June 03, 2014 | Africa, Licensing & Concessions

Kampala, Uganda | – Uganda plans to award new oil and gas exploration licenses next year, ending an eight-year halt in licensing, the Petroleum Exploration and Production Department said Tuesday.

The Ugandan government plans to license more than a dozen oil blocks, including at least four big discoveries, in an open bidding process.

Seventy-six of 88 oil exploration and appraisal wells drilled in the country have hit oil, bringing estimated reserves to at least 3.5 billion barrels of crude from 500 million barrels in 2007 and attracting international oil companies to Uganda. The new licensing round planned in the second half of 2015, is expected to attract major international oil companies.

Uganda stopped issuing oil exploration licenses in 2007 in an effort to give the country time to develop regulations to ensure that Ugandans would benefit, according to government officials. Shortly after the licensing ban, oil exploration companies discovered commercial oil reserves.

Less than 40 percent of the country’s oil region has been explored, analysts estimate, wih corruption and political interference hampering development.

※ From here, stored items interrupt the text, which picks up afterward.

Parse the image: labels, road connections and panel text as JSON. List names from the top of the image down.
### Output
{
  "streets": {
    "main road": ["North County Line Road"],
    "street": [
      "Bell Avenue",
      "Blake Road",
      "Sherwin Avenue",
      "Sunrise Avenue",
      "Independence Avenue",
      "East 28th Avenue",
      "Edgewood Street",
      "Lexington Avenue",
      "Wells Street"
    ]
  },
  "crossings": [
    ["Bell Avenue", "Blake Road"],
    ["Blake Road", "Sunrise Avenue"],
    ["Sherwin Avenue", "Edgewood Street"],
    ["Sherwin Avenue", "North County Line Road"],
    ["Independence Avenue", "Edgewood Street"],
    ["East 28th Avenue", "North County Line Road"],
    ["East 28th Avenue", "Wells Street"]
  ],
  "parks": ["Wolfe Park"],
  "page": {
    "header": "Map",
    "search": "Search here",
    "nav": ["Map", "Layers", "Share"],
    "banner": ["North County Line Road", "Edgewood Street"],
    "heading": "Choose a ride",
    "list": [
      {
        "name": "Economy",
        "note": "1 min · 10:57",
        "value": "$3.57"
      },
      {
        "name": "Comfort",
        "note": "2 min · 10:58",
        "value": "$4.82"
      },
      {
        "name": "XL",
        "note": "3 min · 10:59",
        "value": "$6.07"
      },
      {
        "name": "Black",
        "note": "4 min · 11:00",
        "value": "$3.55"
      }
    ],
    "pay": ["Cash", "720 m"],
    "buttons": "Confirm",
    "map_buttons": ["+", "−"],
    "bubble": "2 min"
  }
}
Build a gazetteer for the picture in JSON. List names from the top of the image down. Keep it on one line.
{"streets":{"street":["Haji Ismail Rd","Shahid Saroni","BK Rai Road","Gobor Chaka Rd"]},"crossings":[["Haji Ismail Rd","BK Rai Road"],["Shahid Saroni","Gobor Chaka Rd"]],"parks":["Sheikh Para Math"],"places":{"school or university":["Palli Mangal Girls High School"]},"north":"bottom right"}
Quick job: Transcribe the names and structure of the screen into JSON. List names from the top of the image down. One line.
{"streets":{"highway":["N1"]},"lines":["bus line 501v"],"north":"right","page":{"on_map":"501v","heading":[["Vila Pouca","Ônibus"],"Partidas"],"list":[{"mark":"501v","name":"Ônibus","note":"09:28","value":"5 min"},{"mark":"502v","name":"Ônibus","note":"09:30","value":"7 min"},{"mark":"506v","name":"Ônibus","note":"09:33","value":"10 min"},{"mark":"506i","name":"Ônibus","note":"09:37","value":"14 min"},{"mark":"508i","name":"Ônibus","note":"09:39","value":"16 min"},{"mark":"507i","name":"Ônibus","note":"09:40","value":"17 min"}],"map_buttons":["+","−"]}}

Despite receiving 10 applications in the past two years, Uganda has only issued one oil production license, for $2 billion, to China’s state-owned China National Offshore Oil Corp. Uganda’s lawmakers have passed two oil bills and are finishing a final bill to regulate their oil industry.

Analysts forecast that current discoveries in Uganda can produce a peak of 200,000 barrels-a-day over a 30-year period.